State of the Nation: Overcoming Malaysia's Great Resignation through Talent Density
In the latest State of the Nation, Media.Monks Malaysia's managing director Munas van Boonstra explores the importance of talent density during the Great Resignation season.
/ Image by Walkerssk from Pixabay
We have been hearing and reading a lot about the Great Resignation. A 2021 report polling 1,000 Malaysian professionals showed that 61% of employees planned to find a new job sometime in 2022, of which the majority of these job-leavers were from the 35 and under demographic. Often, I wonder why some teams or organisations have the talent pool, and some simply don’t.
In Malaysia, it seems to be more predominant during the first quarter of the year as employees wait for their annual bonuses, promotions and increments to happen during the previous year-end or during the Chinese New Year period. Therefore, talent retention and talent attraction are of utmost importance. While it is tempting to hire quickly to ensure gaps are filled, emphasis should be made on quality and the right hire for the role, as it will benefit the company and teams in the long term.
Now, I have heard of Calorie Density, but thanks to my reading of No Rules Rules: Netflix and Culture of Reinvention by Erin Meyer (professor of INSEAD business school) and Reed Hastings (co-founder and CEO of Netflix), I learned a new term: Talent Density! An organisations with really dense talent is an organisation that everyone wants to work for – it’s the natural magnet and attraction.
Talent Density means a workplace composed of exceptional Talent. The more exceptional talent you have top to bottom versus the number of adequate talents, the higher your talent density. Here’s an example ratio for a workplace of 100 employees.
60 Exceptional Talent : 40 Adequate Talent = High Talent Density
20 Exceptional Talent : 80 Adequate Talent = Low Talent Density
At Netflix, they prefer hiring one exceptional/stunning talent who is equivalent to doing the work of three or more rather than hiring three adequate talents. Hence, quality over quantity of resources.

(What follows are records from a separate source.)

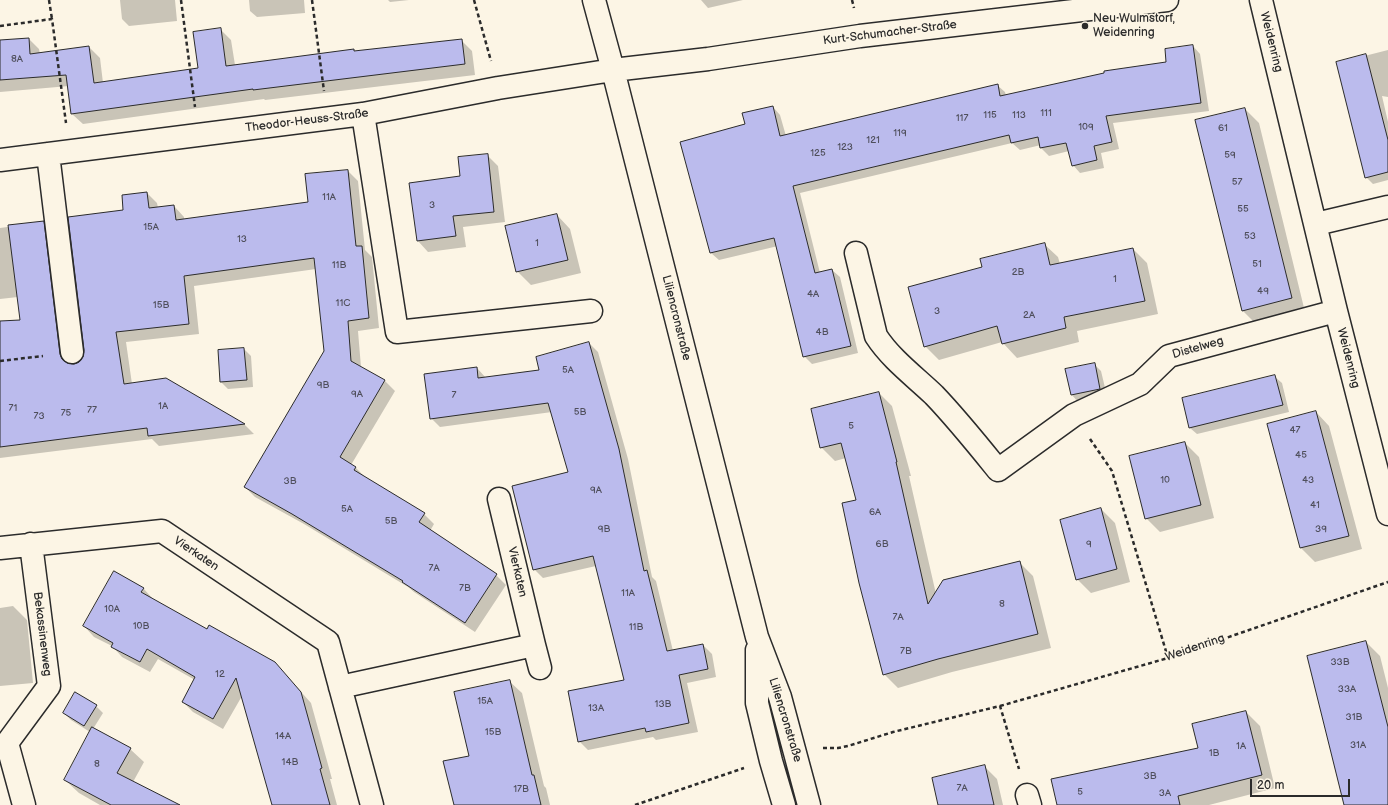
<!DOCTYPE html>
<meta charset="utf-8">
<style>
body{margin:0}
#map{position:relative;width:1388px;height:805px;overflow:hidden;background:#fcf5e5;font-family:"Balsamiq Sans",sans-serif}
canvas{display:block}
.scale{position:absolute;left:1250px;top:779px;width:100px;height:18px;box-sizing:border-box;border:2px solid #2b2b2b;border-top:0;padding-left:5px;font-size:12px;line-height:14px;white-space:nowrap;color:#2b2b2b;-webkit-text-stroke:3px #fcf5e5;paint-order:stroke}
</style>
<div id="map">
<canvas width="1388" height="805"></canvas>
<div class="scale">20 m</div>
</div>
<script>
const g = document.querySelector('canvas').getContext('2d');
g.lineJoin = 'round';
function paint(path, color) {
  g.fillStyle = color;
  g.fill(path, 'evenodd');
}
function trace(path, color, width, dash) {
  g.strokeStyle = color;
  g.lineWidth = width;
  g.lineCap = dash ? 'butt' : 'round';
  g.setLineDash(dash || []);
  g.stroke(path);
}
function drawText(font, color, halo, rows, align = 'center') {
  g.font = font + ' "Balsamiq Sans",sans-serif';
  g.lineWidth = 3;
  g.setLineDash([]);
  g.textBaseline = 'middle';
  g.strokeStyle = halo;
  g.fillStyle = color;
  for (const [text, x, y, turn = 0] of rows) {
    g.save();
    g.translate(x, y);
    g.rotate((+turn || 0) * Math.PI / 180);
    g.textAlign = isNaN(turn) ? turn : align;
    if (halo) g.strokeText(text, 0, 0);
    g.fillText(text, 0, 0);
    g.restore();
  }
}
const shadow = new Path2D(`
 M120 0H175L177 21 129 26 122 19Z
 M249 0H304L305 13 257 17 250 11Z
 M388 0H409L390 2Z
 M701 0H743L708 8Z
 M220 29 231 40 235 65 353 50 355 52 461 40 472 51 475 75 265 100 264 99 83 124 72 114 69 86 0 92V42L29 39 39 49 40 54 89 47 100 58 103 83 199 69Z
 M1193 46 1200 54 1209 111 1113 123 1119 149 1101 153 1104 168 1080 173 1073 165 1069 151 1049 156 1041 148V145L1020 150 1012 143 800 193 820 273 832 270 840 277 858 353 812 364 804 356 778 246 719 260 711 253 746 125 773 107 780 115 786 136 997 85 1005 92 1006 96 1168 63Z
 M1388 50V97L1382 96 1388 122V180L1373 184 1366 177 1337 63Z
 M1245 109 1259 123 1305 312 1256 324 1242 310Z
 M487 155 498 166 505 222 463 227 466 247 428 252 418 241 410 184 461 177Z
 M348 171 358 181 365 250 372 257 379 328 358 331 361 367 385 381 395 391 351 465 356 468 366 478 424 514 434 524 430 531 496 575 506 585 475 632 414 592 408 587 304 524 255 497 245 487 325 351 316 269 194 286 199 334 126 342 132 384 166 379 244 424 254 434 159 446 152 439 0 458V396L31 392 18 297 0 299V228L43 222 53 232 69 365H74L80 363 84 358 124 211 147 193 157 203 158 208 174 206 184 217V220L309 203Z
 M557 215 570 229 581 273 531 285 517 271Z
 M1044 244 1058 257 1060 264 1133 249 1147 263 1158 314 1077 331 1079 342 1017 358 1002 342 939 360 925 346 983 267Z
 M589 343 598 352 628 459 652 577 656 581 673 651 703 645 712 654 716 677 687 683 698 732 656 740 653 737 588 750 579 741 626 681 596 566 543 578 534 569 569 472 552 412 440 427 431 418 477 368 486 378 540 371Z
 M244 349 251 356 253 387 228 389 221 382Z
 M1094 364 1101 371 1107 396 1078 402 1072 395 1066 370Z
 M1275 377 1282 383 1289 412 1197 434 1190 428Z
 M879 393 892 406 911 476H909L936 594 1019 562 1033 576 1051 648 952 672 898 688 884 674 857 501 846 458 835 461 821 447Z
 M1316 412 1329 426 1362 549 1315 562 1301 548 1268 424Z
 M1185 443 1199 457 1214 518 1160 532 1146 518Z
 M1101 509 1115 523 1130 582 1091 593 1077 579Z
 M143 588 153 599V600L285 674 311 703 332 779H330L337 805H273L242 696 223 729 193 712 183 702 195 680 158 659 150 672 122 657 112 646 94 637 84 626Z
 M13 606 27 620 33 683 0 686V608Z
 M1366 642 1380 656 1388 688V805H1345Z
 M509 681 522 693 544 786 546 788 550 805H455L470 757Z
 M96 706 103 713 93 729 130 749 144 762 133 782 177 805H100L79 793 65 780 90 732 71 720 64 713Z
 M1246 712 1260 726 1275 788 1209 805H1058L1199 748Z
 M985 767 997 779 1003 805H939Z`);
const building = new Path2D(`
 M221 28 226 66 354 49V51L462 39 465 64 253 90V89L71 114 66 75 0 80V40L29 38 30 54 89 46 94 83 198 68 193 32Z
 M1193 45 1201 103 1106 116 1112 142 1094 146 1097 160 1072 166 1066 143 1040 148 1038 137 1011 143 1009 135 793 186 815 273 832 269 851 346 803 357 774 238 710 253 680 142 745 124 742 113 773 106 780 136 998 84 1000 96 1104 73V71L1166 62 1165 49Z
 M1366 54 1388 140V172L1365 178 1336 62Z
 M1245 108 1292 298 1242 311 1195 120Z
 M488 154 494 212 453 216 456 236 417 241 409 183 460 176 458 157Z
 M348 170 356 246H362L369 318 348 321 351 361 385 380 340 457 356 467 354 470 425 513 419 522 497 574 465 623 402 582 403 581 292 514 244 487 324 351 314 258 184 276 189 324 116 332 124 384 166 378 245 424 148 436 147 428 0 447V321L20 320 8 225 44 221 60 354 62 359 67 363 74 364 79 362 83 357 84 350 68 217 123 210 122 195 147 192 149 208 174 205 176 220 308 202 305 174Z
 M557 214 568 260 516 272 505 226Z
 M1045 243 1050 265 1133 248 1145 301 1064 317 1066 328 1002 344 997 326 924 347 908 287 982 267 980 259Z
 M589 342 619 449 644 571 647 570 667 651 703 644 708 669 679 675 689 723 646 732 645 728 578 742 568 691 624 680 593 556 533 570 512 486 568 472 548 403 430 419 424 374 477 367 478 378 539 370 536 357Z
 M244 348 247 380 220 382 218 350Z
 M1095 363 1100 389 1071 395 1065 369Z
 M1275 375 1283 405 1189 428 1182 398Z
 M879 392 897 462H896L928 604 943 580 1020 561 1038 634 938 659 883 675 859 583 842 503 856 500 841 443 820 448 811 409Z
 M1316 411 1349 536 1300 548 1267 424Z
 M1185 442 1201 505 1145 519 1129 456Z
 M1101 508 1117 569 1076 580 1060 520Z
 M114 571 144 588 141 592 207 629 209 625 275 662 301 692 322 768 320 769 330 805H272L236 678 213 719 182 702 195 677 147 649 140 662 111 647 113 643 83 626Z
 M1366 641 1388 727V805H1344L1307 656Z
 M510 680 532 775H534L541 805H454L443 761 469 756 454 692Z
 M75 692 97 705 84 726 63 713Z
 M1246 711 1262 775 1178 796 1180 805H1057L1051 779 1198 748 1192 724Z
 M92 727 131 748 117 773 180 805H111L64 780Z
 M985 765 994 805H938L932 778Z`);
const path = new Path2D(`
 M49 0 52 19
 M181 0 195 107
 M312 0 324 91
 M474 0 491 61
 M852 0 854 8
 M0 26 52 19 66 123
 M0 361 43 356
 M1090 439 1112 471 1168 658
 M1000 706 1168 658 1388 582
 M823 748H838L848 746 893 732 1000 706 1019 769
 M635 805 744 768`);
const minor = new Path2D(`
 M594 0 613 70 757 637 780 697 809 805
 M1261 0 1336 311 1388 514
 M363 114 397 332 591 311
 M48 154 72 352
 M0 160 363 114 498 88 613 70 708 59 860 36 1167 0
 M1316 224 1388 207
 M856 253 876 336C891 359 914 376 934 395 957 419 977 444 998 470L1074 415 1140 384 1169 356 1336 311
 M499 499 534 645
 M0 548 162 531 328 642 372 805
 M757 650V703L771 761 784 805
 M340 687 534 645 540 668
 M1027 795 1030 805
 M24 805 7 743 49 686 31 544`);
const markers = [
 [1085,26,4,"#2b2b2b"]
];
const numberNames = [
 ["8A",17,59],
 ["111",1046,113],
 ["115",990,115],
 ["113",1019,115],
 ["117",962,118],
 ["109",1086,127],
 ["61",1223,128],
 ["119",900,133],
 ["121",873,140],
 ["123",845,147],
 ["125",818,153],
 ["59",1230,155],
 ["57",1237,182],
 ["11A",329,197],
 ["3",432,205],
 ["55",1243,209],
 ["15A",151,227],
 ["53",1250,236],
 ["13",242,239],
 ["1",537,243],
 ["51",1257,264],
 ["11B",339,265],
 ["2B",1018,272],
 ["1",1115,279],
 ["49",1263,291],
 ["4A",813,294],
 ["11C",343,303],
 ["15B",161,305],
 ["3",937,311],
 ["2A",1029,315],
 ["4B",822,332],
 ["5A",568,370],
 ["9B",323,385],
 ["9A",357,394],
 ["7",454,395],
 ["1A",163,406],
 ["71",13,408],
 ["77",92,410],
 ["5B",580,412],
 ["75",66,413],
 ["73",39,416],
 ["5",851,426],
 ["47",1295,430],
 ["45",1301,455],
 ["10",1165,480],
 ["43",1308,480],
 ["3B",290,481],
 ["9A",596,490],
 ["41",1315,505],
 ["5A",347,509],
 ["6A",875,512],
 ["5B",391,521],
 ["9B",604,529],
 ["39",1321,529],
 ["6B",882,544],
 ["9",1089,544],
 ["7A",434,568],
 ["7B",465,588],
 ["11A",628,593],
 ["8",1002,604],
 ["10A",112,609],
 ["7A",898,617],
 ["10B",141,626],
 ["11B",636,627],
 ["7B",906,651],
 ["33B",1340,662],
 ["12",220,674],
 ["33A",1347,689],
 ["15A",485,701],
 ["13B",663,704],
 ["13A",596,708],
 ["31B",1354,717],
 ["15B",493,732],
 ["14A",283,736],
 ["31A",1358,745],
 ["1A",1241,746],
 ["1B",1214,753],
 ["14B",290,762],
 ["8",97,764],
 ["3B",1150,776],
 ["7A",962,788],
 ["17B",521,789],
 ["5",1080,792],
 ["3A",1165,793]
];
const poiNames = [
 ["Neu Wulmstorf,",1093,19],
 ["Weidenring",1093,33]
];
const streetNames = [
 ["Kurt-Schumacher-Straße",890,33,-7],
 ["Weidenring",1271,42,76],
 ["Theodor-Heuss-Straße",307,121,-7],
 ["Liliencronstraße",676,318,76],
 ["Distelweg",1198,348,-16],
 ["Weidenring",1348,358,76],
 ["Vierkaten",196,554,34],
 ["Vierkaten",517,572,77],
 ["Bekassinenweg",42,634,83],
 ["Weidenring",1195,648,-19],
 ["Liliencronstraße",785,720,73]
];
paint(shadow, '#0003');
paint(building, '#bbbbed');
trace(building, '#2b2b2b', 1);
trace(minor, '#2b2b2b', 25);
trace(path, '#2b2b2b', 2.5, [4, 3]);
trace(minor, '#fcf5e5', 22);
for (const [x, y, r, color] of markers) {
  const dot = new Path2D();
  dot.arc(x, y, r, 0, 2 * Math.PI);
  g.fillStyle = color;
  g.fill(dot);
  trace(dot, '#fcf5e5', 1.5);
}
drawText('10px', '#4f4f5c', null, numberNames);
drawText('12px', '#2b2b2b', '#fcf5e5', poiNames, 'left');
drawText('12px', '#2b2b2b', '#fcf5e5', streetNames);
</script>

You might be thinking, oh wow… my resource overheads will hit the roof and bust the budgets! But wait, remember how one exceptional talent is equivalent to doing more than an adequate talent? High performers thrive in a high-talent-density environment. High performers aren’t annoyed or demotivated by seeing adequate talents getting promotions or cleaning up someone else’s work (double work) or frustrated at the slow pace of getting things done.
Employees will learn more from one another and teams accomplish more at a faster rate. In the advertising industry, these are award-winning and profitable teams as they would spend less time on “nutting out a winning brief” versus a team that spends so much more time and resources to accomplish the same win.
Exceptional and adequate talents with exceptional potential get highly motivated and naturally pace each other to achieve more and lead the organisation toward more success. There will be a natural rubbing-off effect of the exceptional talent onto the adequate talents as well. This high talent density culture fosters a contagious influence on other talents in wanting to do their best, elevating the organisations’ standards and motivational levels. Studies have shown that contagious behaviour in the workplace has a massive impact on talent retention and attraction.
Yes, creating a workplace environment with a cool office, gym memberships, free meals, hybrid work policies, Diversity-Equality-Inclusivity (DEI), and Environmental-Social-Governance (ESG) do play a part in attracting and retaining clients. However, having all the above with low talent density will not keep or attract better talent. It’s about the motivation of being surrounded by other people who are talented and collaborative – people who can help you improve and achieve more. When everyone is excellent, performance goes sky-high, and employees will learn and motivate one another.
Talent acquisition managers, heads of organisations and teams should look at themselves as music producers! Start looking for your rockstars (these exceptional talents)! Or think of yourself as a football coach and how you need to get as many exceptional players for your team of 11. A football team with only one ultimate superstar striker versus a team of exceptional talents and adequate talents with potential, the winners of leagues tend to be a High Talent Density team instead of a team with only the top striker of all time. The top striker can’t perform as well when in such an environment. I have had the honour of working in high and low-talent density workplaces, and there is a huge correlation between an organisation’s winning success, level of winning awards, talent retention and attraction. High talent density is a winning factor!
So, how do we find these rockstars? Start with the current stars in your teams and use the checklist:
- Recognise their track record of success
- Look for someone who doesn’t take no for an answer - an opportunist that loves taking up challenges versus someone that sees barriers
- Recognise people with a following, who have the power of influence, as this helps recruitment and attraction
- Look for people who will help you grow your culture
- Consider if they are change agents who show a willingness to push themselves to the limits and act as a source of growth for other employees
- Know that rockstars are people that look forward to discussing their career path and goals often.
Are you ready to rock and roll your organisation and teams?
Munas van Boonstra is managing director of Media.Monks Malaysia.